My primary goal is that I want to have a program like Sandboxie in
Linux, but it only runs on Windows. It certainly isn't perfect, but
basically creates a C:\Sandbox\XYZ directory, and any processes
running in the XYZ sandbox are transparently to them locked to making
changes in that folder. I can install Visual Studio 2013 in one
Sandboxie sandbox. Later, when 2015 release candidate comes out, I
can install that in another sandbox. When 2015 release comes out, I
can install that in yet another. Once I'm happy with it, I can just
delete the previous sandboxes, and all traces of it are gone.
(Sandboxie allows you to specify per sandbox to allow un-sandboxed
access to certain things, like my documents, so if you set it up that
way, deleting a visual studio sandbox doesn't delete any of your
code.)
On Linux, I'm fine being limited to terminal logins and graphical
programs started from a terminal. I don't think I would ever want to
graphically login to a container/sandbox.
I want to have a container for building gcc/gcc-c++, and install via
dnf (replacement for yum) the dependencies for building it... And only
installing the dependencies for running it on the base o/s.
I want to be able to sudo make install for source builds within a
container/sandbox, and be able to delete the container/sandbox, for
those that don't have a make uninstall option.
> If it's space saving, then IMHO the best option would be to use
> zfs/btrfs for your host, with compression enabled, and then clone it
> for the container's fs. The space savings thru clone will be visible
> as long as you do NOT upgrade packages on the host or container. The
> savings thru compression will always be visible.
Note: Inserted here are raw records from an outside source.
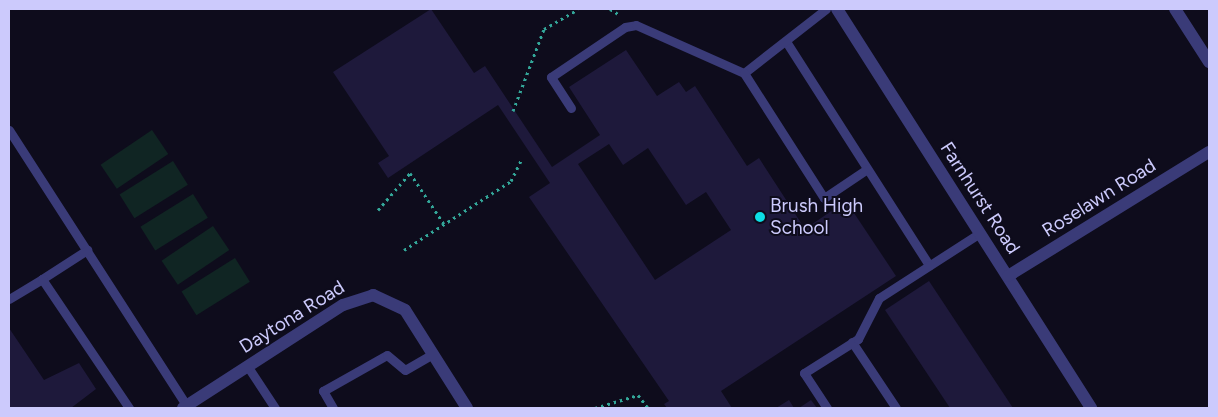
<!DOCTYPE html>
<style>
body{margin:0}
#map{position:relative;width:1218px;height:417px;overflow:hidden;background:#0e0c1c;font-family:Figtree,sans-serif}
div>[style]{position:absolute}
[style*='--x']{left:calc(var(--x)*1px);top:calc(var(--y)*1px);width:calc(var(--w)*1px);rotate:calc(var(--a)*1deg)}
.green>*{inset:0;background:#102523;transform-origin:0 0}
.building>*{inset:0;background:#1e193b}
.path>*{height:3px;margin-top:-1.5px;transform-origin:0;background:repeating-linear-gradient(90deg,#33a799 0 2.5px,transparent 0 6.5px)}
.lane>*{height:9px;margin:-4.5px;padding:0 4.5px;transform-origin:4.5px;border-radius:4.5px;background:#3a3b78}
.street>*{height:12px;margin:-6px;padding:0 6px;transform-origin:6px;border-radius:6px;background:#3a3b78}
.dots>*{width:14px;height:14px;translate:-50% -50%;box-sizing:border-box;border:2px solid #0e0c1c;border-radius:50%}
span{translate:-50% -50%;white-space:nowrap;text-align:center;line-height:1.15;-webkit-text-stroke:4px #0e0c1c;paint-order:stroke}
.street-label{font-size:19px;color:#cccafc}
.poi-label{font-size:19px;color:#cccafc}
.left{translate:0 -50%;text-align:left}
.frame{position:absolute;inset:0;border:10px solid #cccafc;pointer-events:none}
</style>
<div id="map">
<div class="green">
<i style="left:152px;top:130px;width:29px;height:62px;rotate:56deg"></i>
<i style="left:173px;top:161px;width:28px;height:63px;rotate:58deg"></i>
<i style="left:193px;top:194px;width:28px;height:62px;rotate:58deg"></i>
<i style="left:213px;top:226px;width:29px;height:62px;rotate:56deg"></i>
<i style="left:235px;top:258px;width:28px;height:63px;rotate:58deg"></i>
</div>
<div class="building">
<i style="clip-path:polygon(evenodd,431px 9px,474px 73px,485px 66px,552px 167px,600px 135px,569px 87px,626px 50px,657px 96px,679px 82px,686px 92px,695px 86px,747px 166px,759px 158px,805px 229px,846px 201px,896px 276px,721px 391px,732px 408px,667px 408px,664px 404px,669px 401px,529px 197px,550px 183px,498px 105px,388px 178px,378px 163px,389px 156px,333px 72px,431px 9px,609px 144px,623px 165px,648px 148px,686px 205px,706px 192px,731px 230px,655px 280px,578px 164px,609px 144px)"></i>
<i style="clip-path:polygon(929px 281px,1013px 408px,950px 408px,885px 310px)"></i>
<i style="clip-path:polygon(9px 328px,44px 380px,79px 363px,96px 389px,71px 408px,9px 408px)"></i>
<i style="clip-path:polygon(789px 400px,794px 408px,776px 408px)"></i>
<i style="clip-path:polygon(811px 400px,817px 408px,799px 408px)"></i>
</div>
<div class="path">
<i style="--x:610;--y:9;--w:12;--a:31"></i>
<i style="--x:513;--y:111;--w:88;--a:-69.3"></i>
<i style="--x:544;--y:29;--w:39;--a:-30"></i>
<i style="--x:378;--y:210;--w:49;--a:-49.1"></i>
<i style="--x:410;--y:173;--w:61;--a:56.3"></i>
<i style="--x:404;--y:250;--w:127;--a:-32.8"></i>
<i style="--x:511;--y:181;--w:25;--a:-64"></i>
<i style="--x:595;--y:408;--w:45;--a:-16.8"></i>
<i style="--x:638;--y:395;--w:16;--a:52"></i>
</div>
<div class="lane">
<i style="--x:787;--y:43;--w:264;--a:57.4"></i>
<i style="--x:744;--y:73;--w:104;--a:-38"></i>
<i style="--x:571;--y:108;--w:37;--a:-123"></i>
<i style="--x:551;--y:77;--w:89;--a:-34"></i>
<i style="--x:625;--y:27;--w:11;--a:-10"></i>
<i style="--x:636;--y:25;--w:118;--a:24"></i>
<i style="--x:744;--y:73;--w:148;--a:57.4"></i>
<i style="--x:824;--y:198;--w:52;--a:-34"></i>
<i style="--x:9;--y:130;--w:328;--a:57.2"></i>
<i style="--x:42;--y:279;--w:54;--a:-32.8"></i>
<i style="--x:9;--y:299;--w:39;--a:-31"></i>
<i style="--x:42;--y:279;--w:156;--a:56"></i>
<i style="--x:852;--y:342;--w:79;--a:56.3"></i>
<i style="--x:248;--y:367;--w:49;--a:56.6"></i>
<i style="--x:333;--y:408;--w:20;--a:-120"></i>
<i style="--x:323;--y:391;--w:73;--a:-29.4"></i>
<i style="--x:387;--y:355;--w:23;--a:40"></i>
<i style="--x:405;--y:370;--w:32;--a:-30"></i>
<i style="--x:827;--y:408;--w:42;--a:-123.3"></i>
<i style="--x:804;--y:373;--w:64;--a:-32.2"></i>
<i style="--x:858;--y:339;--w:46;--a:-62.9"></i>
<i style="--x:879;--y:298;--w:120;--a:-32.8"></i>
</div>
<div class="street">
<i style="--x:837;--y:9;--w:473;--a:57.5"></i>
<i style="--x:1175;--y:9;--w:63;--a:57.3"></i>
<i style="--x:1008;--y:276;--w:236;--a:-31.7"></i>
<i style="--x:183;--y:408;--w:190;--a:-32.8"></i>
<i style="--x:343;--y:305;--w:32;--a:-18"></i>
<i style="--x:373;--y:295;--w:35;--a:25"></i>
<i style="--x:405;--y:310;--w:116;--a:57.7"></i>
</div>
<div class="dots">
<i style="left:760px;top:217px;background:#0ddde5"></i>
</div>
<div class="street-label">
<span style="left:980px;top:198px;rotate:57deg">Farnhurst Road</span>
<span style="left:1099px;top:198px;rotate:-32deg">Roselawn Road</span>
<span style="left:292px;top:317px;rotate:-32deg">Daytona Road</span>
</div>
<div class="poi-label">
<span class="left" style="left:770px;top:217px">Brush High<br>School</span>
</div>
<div class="frame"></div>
</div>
I definitely do want to upgrade packages in the host, and have the
container see them as upgraded.
> If it's "installing/upgrading a package on the host will also install
> it on the container", then your best choice would probably be to use
> read-only bind mounts. By bind-mounting only /usr, /bin, and /sbin,
> most package install/upgrade on the host should be usable on the
> container as well, as long as you also take necessary steps to
> manually sync non-bind directories (e.g. /etc) and run the necssary
> post-install steps (e.g. create users). Personally I find this too
> much of a hassle, so I just use zfs + compression + clone.
Hoping everything can be accessible in the container, including /etc,
users, and anything in their home directories.